## The task:
Copy every line from the data below in which the string "down" can be found.

## Provided records:
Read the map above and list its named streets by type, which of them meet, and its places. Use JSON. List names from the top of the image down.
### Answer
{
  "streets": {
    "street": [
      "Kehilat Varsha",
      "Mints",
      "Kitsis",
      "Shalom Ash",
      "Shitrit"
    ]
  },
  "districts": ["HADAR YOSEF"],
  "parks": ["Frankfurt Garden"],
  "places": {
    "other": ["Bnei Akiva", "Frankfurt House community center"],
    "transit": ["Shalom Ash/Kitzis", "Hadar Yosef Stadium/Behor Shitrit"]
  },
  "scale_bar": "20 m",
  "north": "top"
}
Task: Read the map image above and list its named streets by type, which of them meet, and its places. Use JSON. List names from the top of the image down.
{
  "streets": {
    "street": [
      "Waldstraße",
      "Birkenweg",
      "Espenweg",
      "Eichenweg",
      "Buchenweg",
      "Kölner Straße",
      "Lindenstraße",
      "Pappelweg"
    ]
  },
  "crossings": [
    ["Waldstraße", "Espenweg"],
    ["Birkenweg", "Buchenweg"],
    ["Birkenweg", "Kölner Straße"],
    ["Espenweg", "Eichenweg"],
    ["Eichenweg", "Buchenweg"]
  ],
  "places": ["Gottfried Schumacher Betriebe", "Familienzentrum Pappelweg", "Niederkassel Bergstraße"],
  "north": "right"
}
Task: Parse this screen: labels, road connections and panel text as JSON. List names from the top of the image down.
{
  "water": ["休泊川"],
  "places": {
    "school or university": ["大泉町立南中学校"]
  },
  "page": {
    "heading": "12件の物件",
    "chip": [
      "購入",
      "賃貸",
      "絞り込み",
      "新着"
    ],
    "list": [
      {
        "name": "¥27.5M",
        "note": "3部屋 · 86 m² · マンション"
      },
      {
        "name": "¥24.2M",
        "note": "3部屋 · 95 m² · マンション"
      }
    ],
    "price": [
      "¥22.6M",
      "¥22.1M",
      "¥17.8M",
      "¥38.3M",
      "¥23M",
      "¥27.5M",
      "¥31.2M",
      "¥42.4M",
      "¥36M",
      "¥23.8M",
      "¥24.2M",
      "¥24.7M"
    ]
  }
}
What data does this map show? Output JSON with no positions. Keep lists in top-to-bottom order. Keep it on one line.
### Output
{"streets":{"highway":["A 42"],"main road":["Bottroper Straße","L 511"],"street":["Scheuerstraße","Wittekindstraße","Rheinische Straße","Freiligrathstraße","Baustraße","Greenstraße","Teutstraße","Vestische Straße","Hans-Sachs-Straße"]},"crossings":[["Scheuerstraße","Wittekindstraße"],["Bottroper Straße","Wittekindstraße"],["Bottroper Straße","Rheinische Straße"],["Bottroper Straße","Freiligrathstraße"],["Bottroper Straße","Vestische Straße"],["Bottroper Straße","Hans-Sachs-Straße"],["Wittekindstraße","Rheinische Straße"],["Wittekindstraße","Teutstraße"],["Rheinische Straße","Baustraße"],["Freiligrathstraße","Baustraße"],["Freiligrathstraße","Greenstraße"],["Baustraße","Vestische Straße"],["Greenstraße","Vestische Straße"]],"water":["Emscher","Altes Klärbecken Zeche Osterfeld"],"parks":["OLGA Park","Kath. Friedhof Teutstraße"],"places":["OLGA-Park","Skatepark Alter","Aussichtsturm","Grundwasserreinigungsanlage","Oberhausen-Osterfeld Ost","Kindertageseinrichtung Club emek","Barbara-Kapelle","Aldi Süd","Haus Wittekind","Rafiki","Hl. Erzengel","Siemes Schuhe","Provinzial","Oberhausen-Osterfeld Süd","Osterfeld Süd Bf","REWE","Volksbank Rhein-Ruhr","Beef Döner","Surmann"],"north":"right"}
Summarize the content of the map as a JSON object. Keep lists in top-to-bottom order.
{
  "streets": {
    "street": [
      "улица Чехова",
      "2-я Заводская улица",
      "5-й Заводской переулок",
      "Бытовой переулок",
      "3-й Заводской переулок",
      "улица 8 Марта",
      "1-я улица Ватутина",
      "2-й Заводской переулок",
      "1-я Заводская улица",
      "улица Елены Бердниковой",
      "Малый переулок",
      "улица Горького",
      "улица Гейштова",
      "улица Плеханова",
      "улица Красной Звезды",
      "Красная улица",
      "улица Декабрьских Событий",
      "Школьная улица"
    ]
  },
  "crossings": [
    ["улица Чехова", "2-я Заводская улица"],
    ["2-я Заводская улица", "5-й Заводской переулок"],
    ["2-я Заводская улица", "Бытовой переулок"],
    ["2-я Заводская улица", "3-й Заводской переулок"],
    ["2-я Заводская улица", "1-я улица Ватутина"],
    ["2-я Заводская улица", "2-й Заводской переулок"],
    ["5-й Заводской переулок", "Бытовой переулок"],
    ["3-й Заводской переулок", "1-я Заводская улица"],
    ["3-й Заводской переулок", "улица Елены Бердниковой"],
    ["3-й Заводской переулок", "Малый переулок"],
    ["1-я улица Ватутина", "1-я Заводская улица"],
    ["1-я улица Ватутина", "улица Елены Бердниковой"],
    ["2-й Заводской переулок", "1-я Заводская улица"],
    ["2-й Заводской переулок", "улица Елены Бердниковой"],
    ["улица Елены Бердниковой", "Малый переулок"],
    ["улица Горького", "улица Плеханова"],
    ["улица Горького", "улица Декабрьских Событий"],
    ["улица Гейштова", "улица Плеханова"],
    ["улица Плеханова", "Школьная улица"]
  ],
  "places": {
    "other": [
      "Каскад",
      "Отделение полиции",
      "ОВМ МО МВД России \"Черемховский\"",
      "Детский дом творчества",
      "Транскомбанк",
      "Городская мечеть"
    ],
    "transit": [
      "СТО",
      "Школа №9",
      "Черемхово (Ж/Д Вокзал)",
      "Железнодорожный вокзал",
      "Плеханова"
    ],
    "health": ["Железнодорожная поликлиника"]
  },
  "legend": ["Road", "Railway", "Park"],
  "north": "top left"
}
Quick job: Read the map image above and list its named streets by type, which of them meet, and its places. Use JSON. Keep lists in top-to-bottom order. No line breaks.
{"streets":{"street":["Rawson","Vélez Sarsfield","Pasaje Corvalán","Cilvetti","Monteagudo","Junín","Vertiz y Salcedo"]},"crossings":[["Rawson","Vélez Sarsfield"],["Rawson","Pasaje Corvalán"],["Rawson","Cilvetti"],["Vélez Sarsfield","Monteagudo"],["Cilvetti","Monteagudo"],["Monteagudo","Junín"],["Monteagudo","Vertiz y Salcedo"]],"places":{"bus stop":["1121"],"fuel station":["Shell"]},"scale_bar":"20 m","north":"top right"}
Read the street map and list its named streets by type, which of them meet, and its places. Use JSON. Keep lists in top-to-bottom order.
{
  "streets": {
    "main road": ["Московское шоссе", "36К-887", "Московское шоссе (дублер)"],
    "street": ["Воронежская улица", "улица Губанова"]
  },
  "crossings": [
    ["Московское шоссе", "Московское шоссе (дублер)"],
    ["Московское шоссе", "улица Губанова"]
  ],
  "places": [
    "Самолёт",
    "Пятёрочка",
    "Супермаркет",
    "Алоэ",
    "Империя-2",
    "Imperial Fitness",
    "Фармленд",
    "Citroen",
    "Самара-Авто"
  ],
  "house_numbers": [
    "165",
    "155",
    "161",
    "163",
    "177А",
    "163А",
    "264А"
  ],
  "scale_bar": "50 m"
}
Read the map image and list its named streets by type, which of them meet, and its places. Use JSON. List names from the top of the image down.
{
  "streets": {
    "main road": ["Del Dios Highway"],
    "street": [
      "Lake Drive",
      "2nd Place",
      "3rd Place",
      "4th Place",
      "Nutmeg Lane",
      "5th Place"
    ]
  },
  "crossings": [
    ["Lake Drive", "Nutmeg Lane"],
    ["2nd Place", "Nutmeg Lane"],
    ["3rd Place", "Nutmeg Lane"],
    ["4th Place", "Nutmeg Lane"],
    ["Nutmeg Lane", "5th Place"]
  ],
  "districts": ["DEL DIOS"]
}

## Answer for this exercise:
Read the map above and list its named streets by type, which of them meet, and its places. Use JSON. List names from the top of the image down.
Task: Read the map image above and list its named streets by type, which of them meet, and its places. Use JSON. List names from the top of the image down.
Task: Parse this screen: labels, road connections and panel text as JSON. List names from the top of the image down.
Read the map image and list its named streets by type, which of them meet, and its places. Use JSON. List names from the top of the image down.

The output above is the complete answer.